(Stored items)
◆ ◆ ◆ ◆

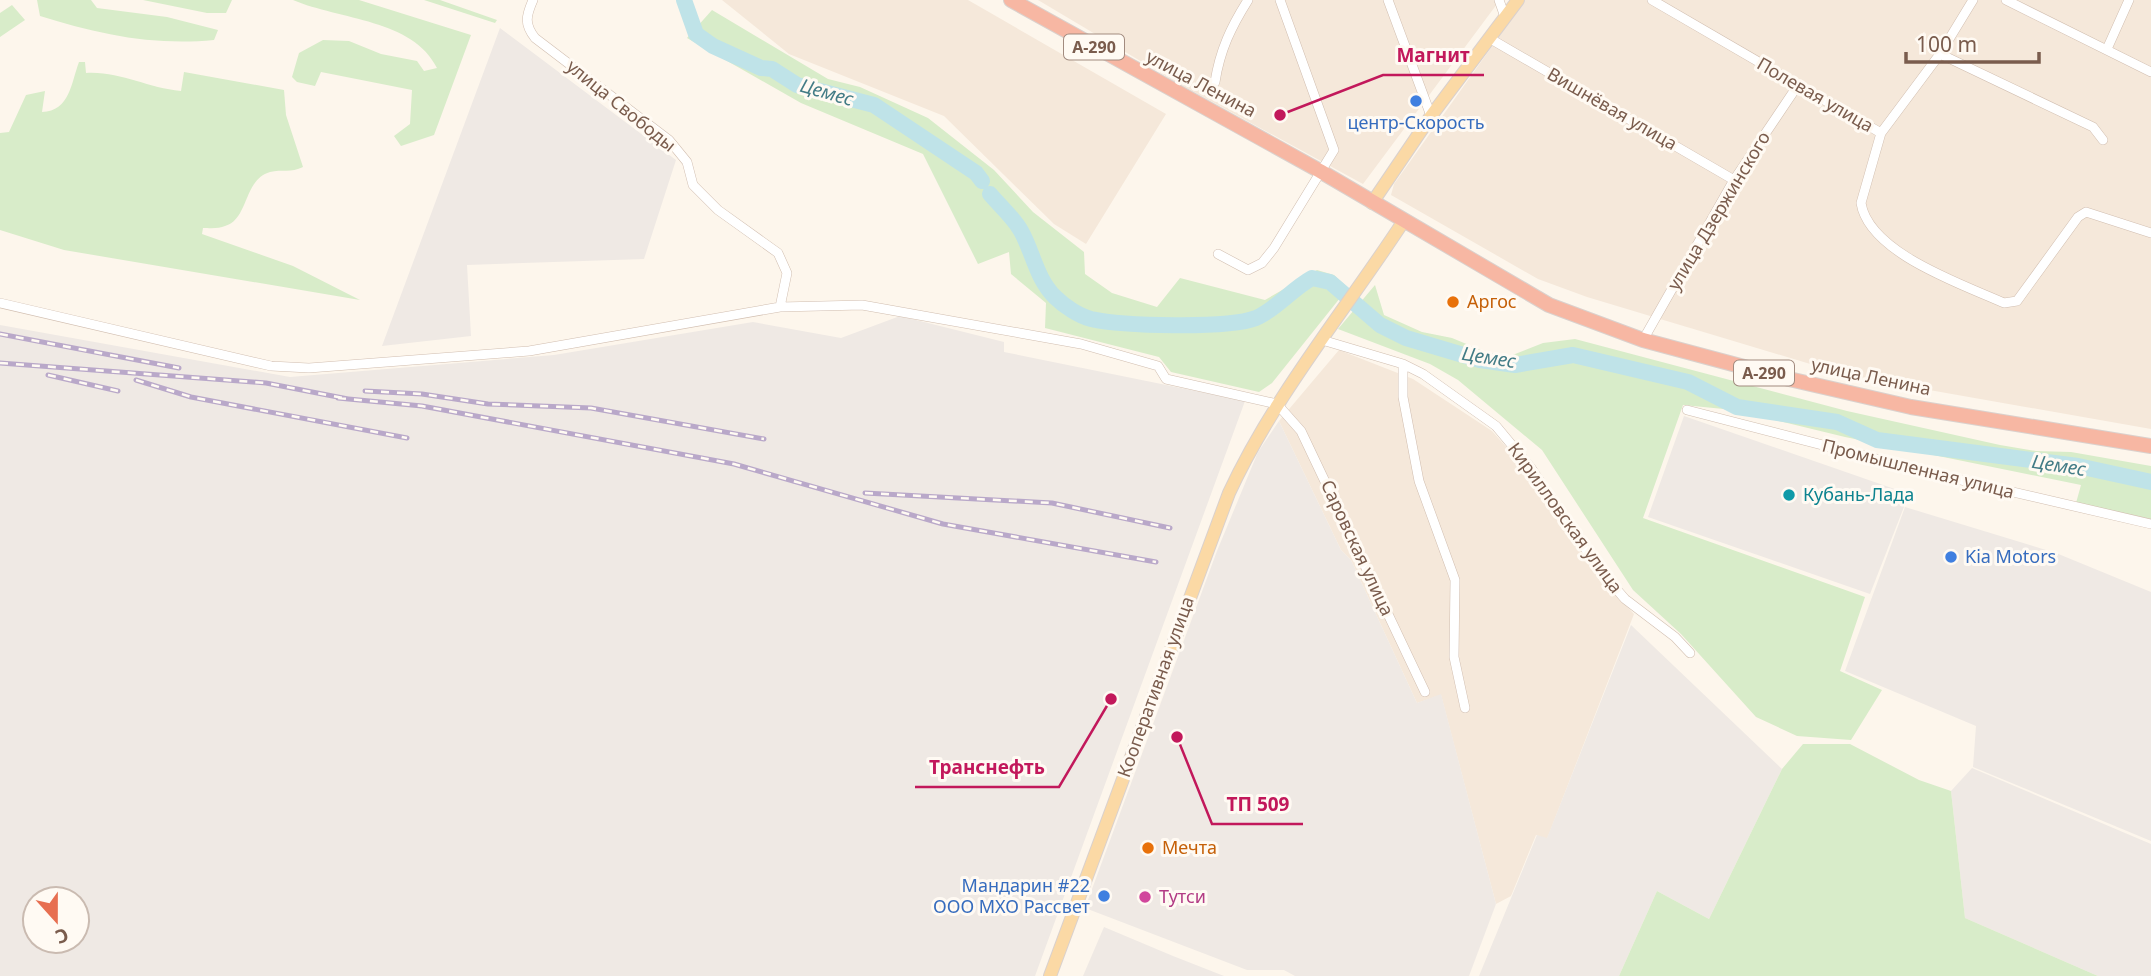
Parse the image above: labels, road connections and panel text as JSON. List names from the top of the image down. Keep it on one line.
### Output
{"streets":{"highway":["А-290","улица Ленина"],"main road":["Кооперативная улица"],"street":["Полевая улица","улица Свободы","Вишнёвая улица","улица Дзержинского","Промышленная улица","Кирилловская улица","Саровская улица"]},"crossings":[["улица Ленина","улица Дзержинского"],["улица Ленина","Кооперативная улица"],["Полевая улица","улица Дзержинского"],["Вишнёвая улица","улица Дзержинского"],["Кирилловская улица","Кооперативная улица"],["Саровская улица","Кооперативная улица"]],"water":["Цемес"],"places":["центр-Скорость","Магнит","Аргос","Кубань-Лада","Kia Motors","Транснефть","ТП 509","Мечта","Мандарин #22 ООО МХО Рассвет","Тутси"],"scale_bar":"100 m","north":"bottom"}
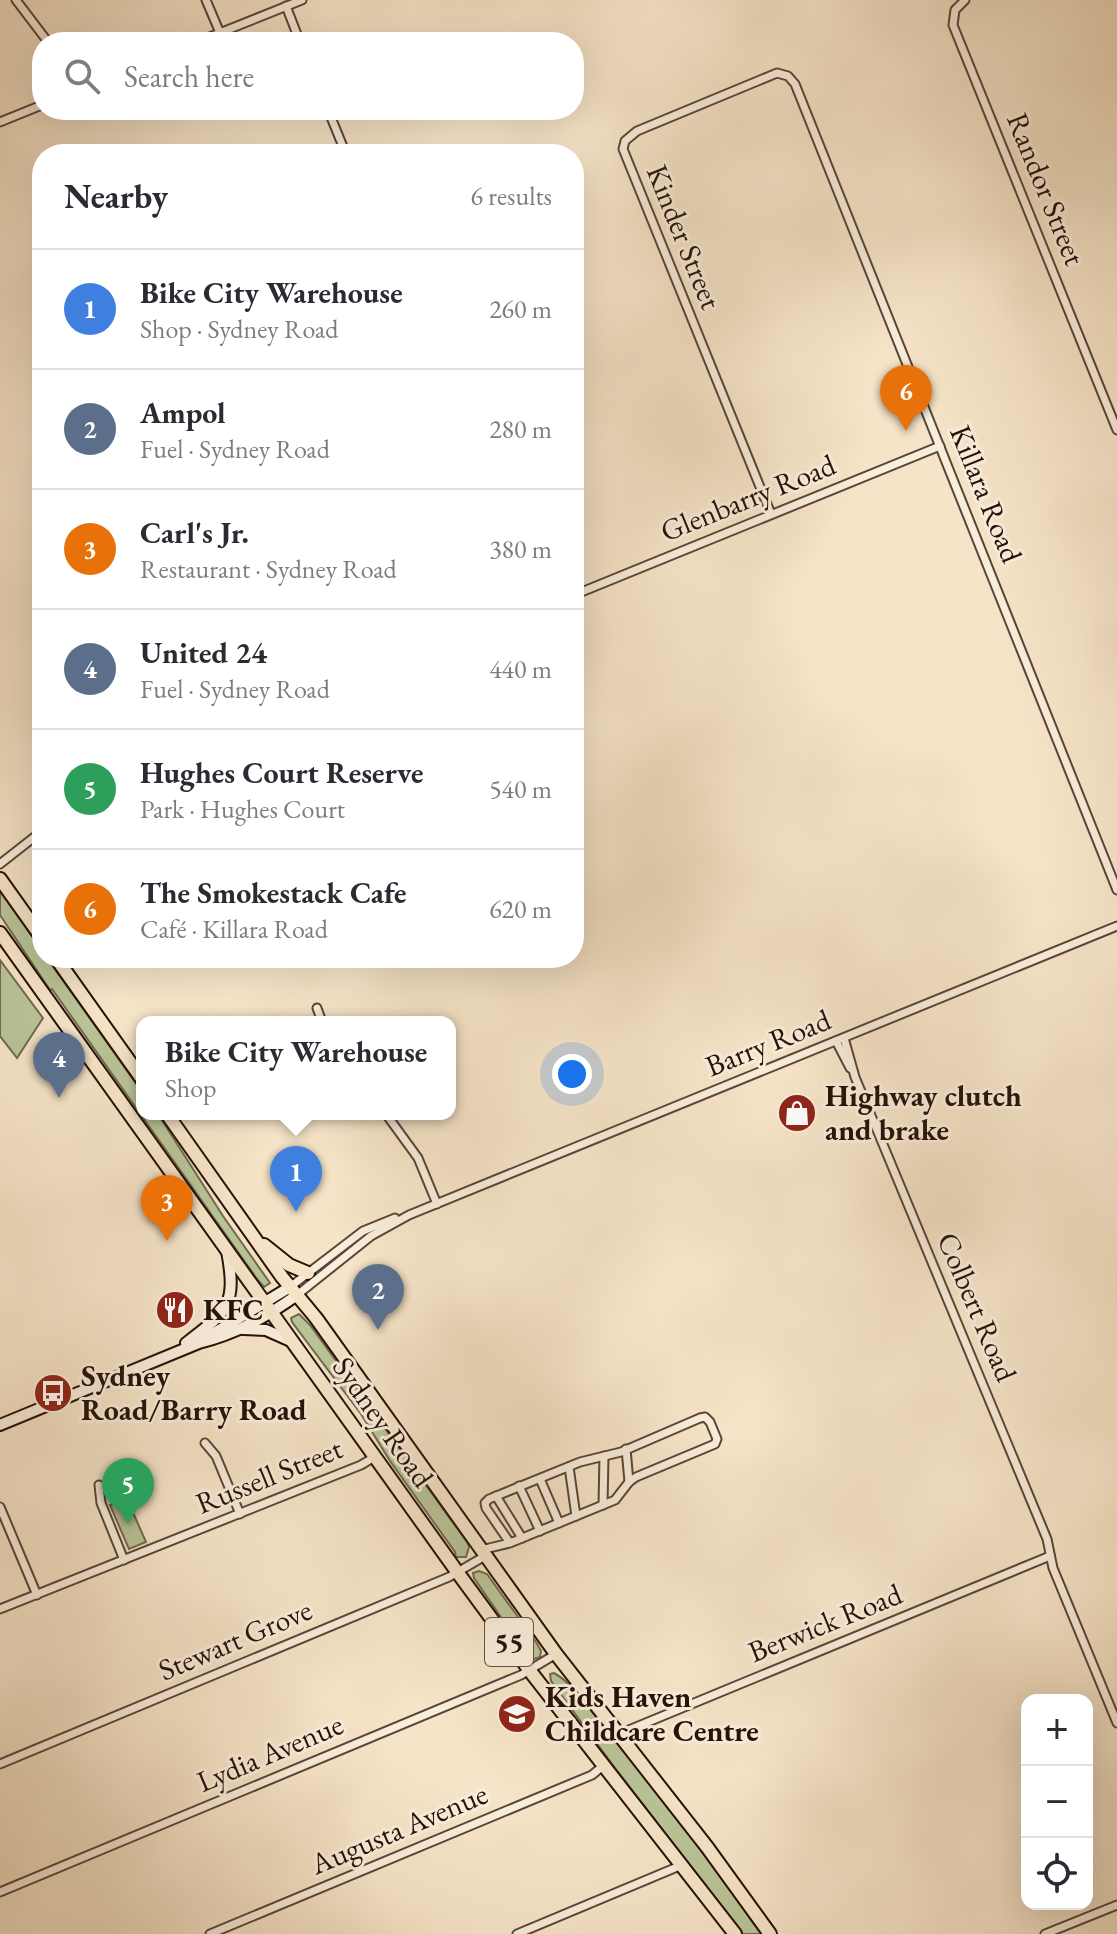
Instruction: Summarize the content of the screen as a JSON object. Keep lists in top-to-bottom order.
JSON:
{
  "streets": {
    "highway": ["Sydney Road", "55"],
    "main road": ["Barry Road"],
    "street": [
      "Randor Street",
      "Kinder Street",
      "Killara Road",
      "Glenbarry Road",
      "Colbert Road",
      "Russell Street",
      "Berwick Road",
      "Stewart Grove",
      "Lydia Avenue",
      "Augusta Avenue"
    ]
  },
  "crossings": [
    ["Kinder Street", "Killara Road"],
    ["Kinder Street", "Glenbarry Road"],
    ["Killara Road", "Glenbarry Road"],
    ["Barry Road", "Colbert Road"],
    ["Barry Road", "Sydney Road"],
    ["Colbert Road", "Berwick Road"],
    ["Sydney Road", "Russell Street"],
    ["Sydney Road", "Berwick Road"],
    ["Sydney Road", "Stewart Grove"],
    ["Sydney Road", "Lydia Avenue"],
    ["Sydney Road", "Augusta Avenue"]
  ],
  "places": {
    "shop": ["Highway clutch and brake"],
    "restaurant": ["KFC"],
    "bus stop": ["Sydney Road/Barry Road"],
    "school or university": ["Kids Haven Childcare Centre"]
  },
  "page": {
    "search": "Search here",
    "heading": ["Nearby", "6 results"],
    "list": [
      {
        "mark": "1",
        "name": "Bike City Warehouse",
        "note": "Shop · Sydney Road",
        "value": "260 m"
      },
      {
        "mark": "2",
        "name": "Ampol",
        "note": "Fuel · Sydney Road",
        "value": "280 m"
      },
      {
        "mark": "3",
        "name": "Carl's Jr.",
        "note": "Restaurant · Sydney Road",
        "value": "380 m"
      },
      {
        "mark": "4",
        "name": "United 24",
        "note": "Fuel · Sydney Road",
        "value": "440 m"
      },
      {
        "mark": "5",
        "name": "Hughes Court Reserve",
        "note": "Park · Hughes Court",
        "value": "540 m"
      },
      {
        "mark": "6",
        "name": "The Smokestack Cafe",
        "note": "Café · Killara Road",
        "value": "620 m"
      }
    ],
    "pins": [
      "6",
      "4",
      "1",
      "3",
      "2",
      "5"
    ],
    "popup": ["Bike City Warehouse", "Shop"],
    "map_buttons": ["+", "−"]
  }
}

◆ ◆ ◆ ◆

### Problem description
Wherever a line in the records contains the word "Stewart", copy that line.

### The answer
      "Stewart Grove",
    ["Sydney Road", "Stewart Grove"],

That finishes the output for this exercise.